Recipe by goodandtasty
A recipe for making inexpensive, yummy, unadulterated yogurt at home. This is thick, so to make it thinner, omit the powdered milk and/or let it work for less time. With planning, this could be set to work overnight (start it about 1.5 hours before you want to be able to leave it alone overnight). We get the best taste with natural, non-homogenized milk. But regular milk works well too. You could double this recipe if you have a big enough pot, enough containers, and 2 heating pads. We don't like using much bigger containers because it seems too liquid-y and doesn't set as well.
- 8 cups milk (1/2 gallon- preferably at least 1%)
- 1 1⁄2 cups non-fat powdered milk (1 for 2% or fattier, 1 1/2 for 1%)
- 1 cup yogurt starter, preferably Greek (Yogurt starter is yogurt with active cultures, either from a previous yogurt session or store-bought)
Directions See How It's Made
- Equipment: Large pot, Whisk or stirring utensil, Thick towel, Heating pad, 9- 1 cup (8oz) containers, Ladle, instant read thermometer (or reg Therm if you don't have instant).
- In large pot, heat milk over medium-high to high heat.
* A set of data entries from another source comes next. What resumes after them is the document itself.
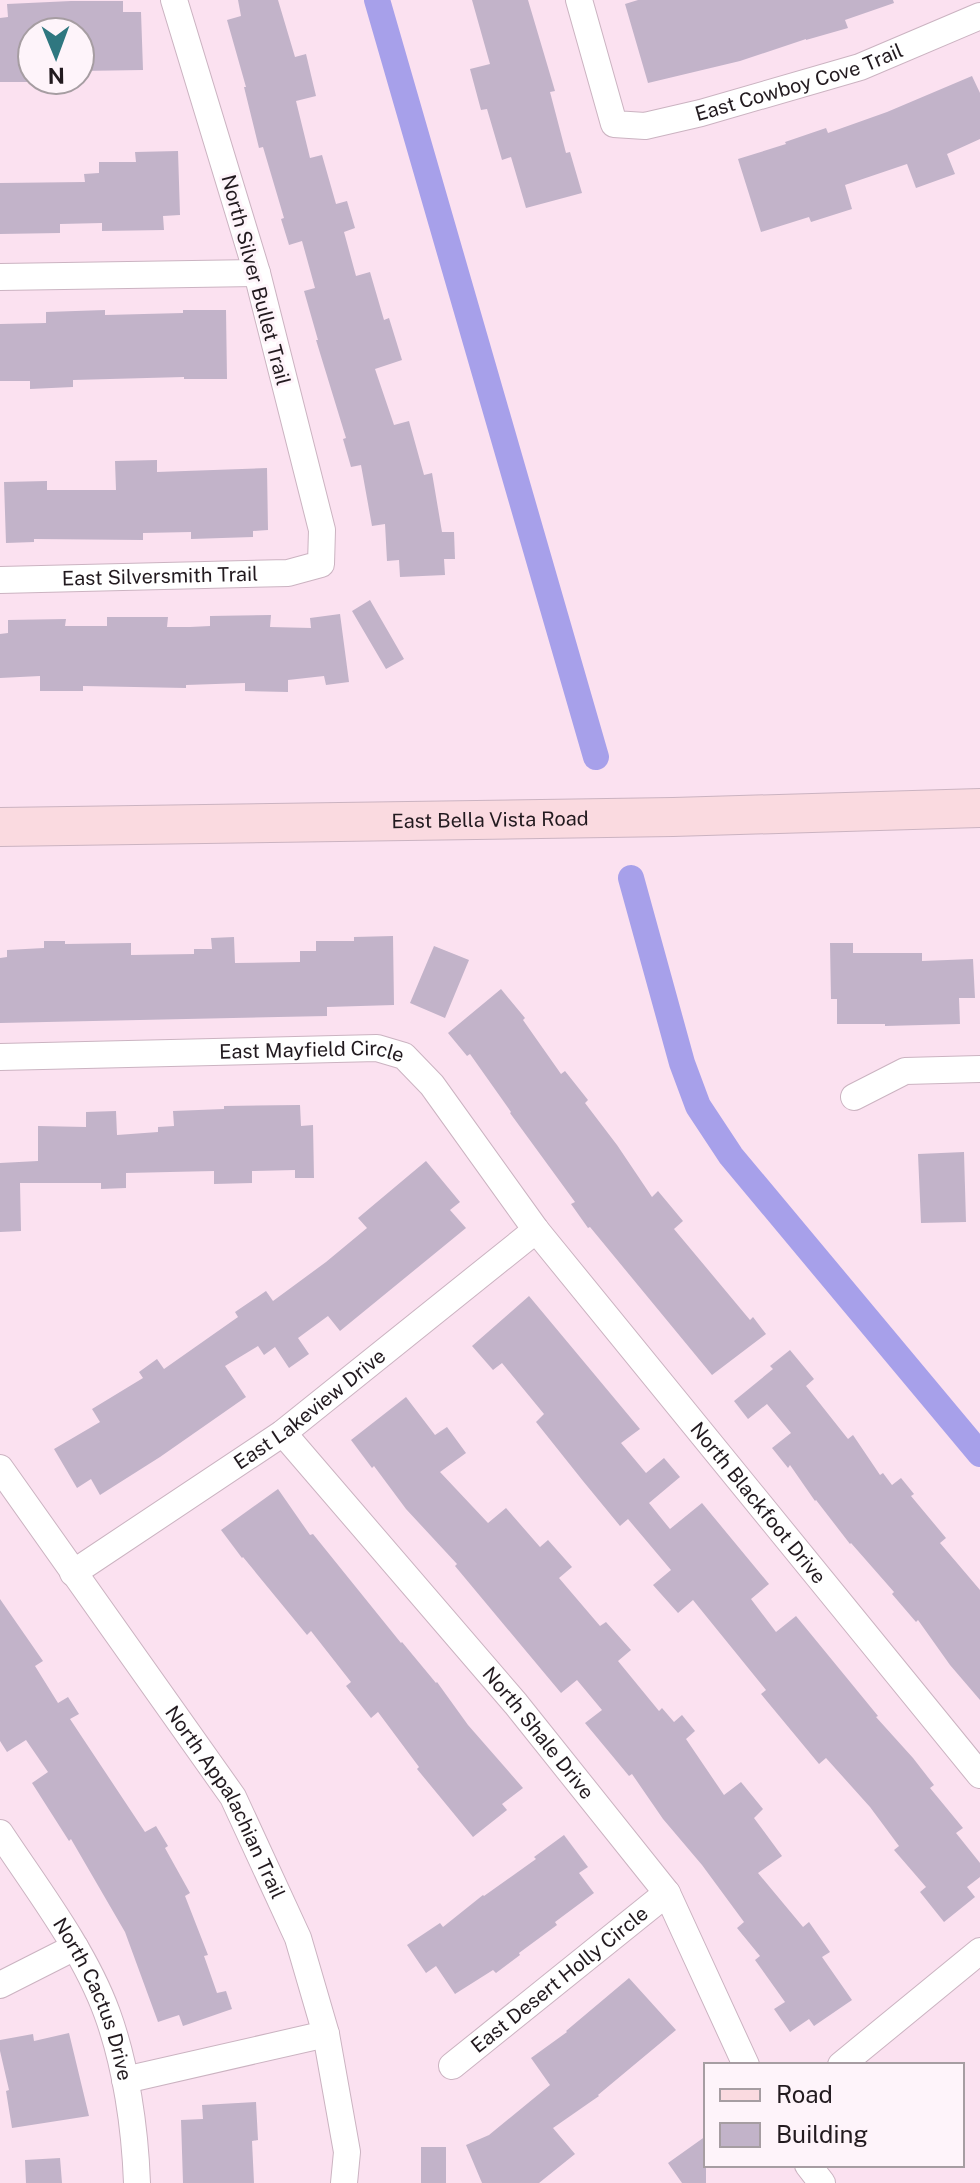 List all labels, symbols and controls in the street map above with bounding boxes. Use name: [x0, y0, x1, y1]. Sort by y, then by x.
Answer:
north arrow: [16, 16, 96, 96]
street label: East Cowboy Cove Trail: [692, 38, 907, 126]
text: N: [48, 63, 65, 89]
street label: North Silver Bullet Trail: [216, 172, 296, 388]
street label: East Silversmith Trail: [61, 562, 258, 590]
street label: East Bella Vista Road: [391, 806, 589, 833]
street label: East Mayfield Circle: [219, 1036, 407, 1067]
street label: East Lakeview Drive: [229, 1344, 390, 1474]
street label: North Blackfoot Drive: [685, 1417, 831, 1588]
street label: North Shale Drive: [477, 1662, 599, 1804]
street label: North Appalachian Trail: [160, 1701, 290, 1903]
street label: East Desert Holly Circle: [466, 1901, 653, 2058]
street label: North Cactus Drive: [48, 1913, 137, 2083]
legend: [704, 2063, 964, 2167]
text: Road: [776, 2080, 833, 2108]
text: Building: [776, 2120, 868, 2148]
When it is starting to get pretty warm, watch carefully. Bring just to a boil (milk boils over QUICKLY), then remove from heat.
- Let cool to about 115 degrees F (optimum yogurt "working" temperature is between 108 and 112 deg F). The cooling usually takes about 45 min-1 hr at my house (usually between 65 and 75 deg F).
- Whisk in yogurt starter.
- Ladle into 1 cup containers.
- Place containers on heating pad, set at high heat (for my heating pad).
- Cover containers with thick towel.
- Let sit on heating pad for 6-8 hrs or until thick. You can leave it longer to thicken more if desired, but it might become a little more bitter.
- Refrigerate about 8 hours.
- When serving, add fixings if desired (e.g. jam, dried fruit, granola, honey) or eat it plain.
- Set aside 1 cup container of yogurt for next batch of yogurt.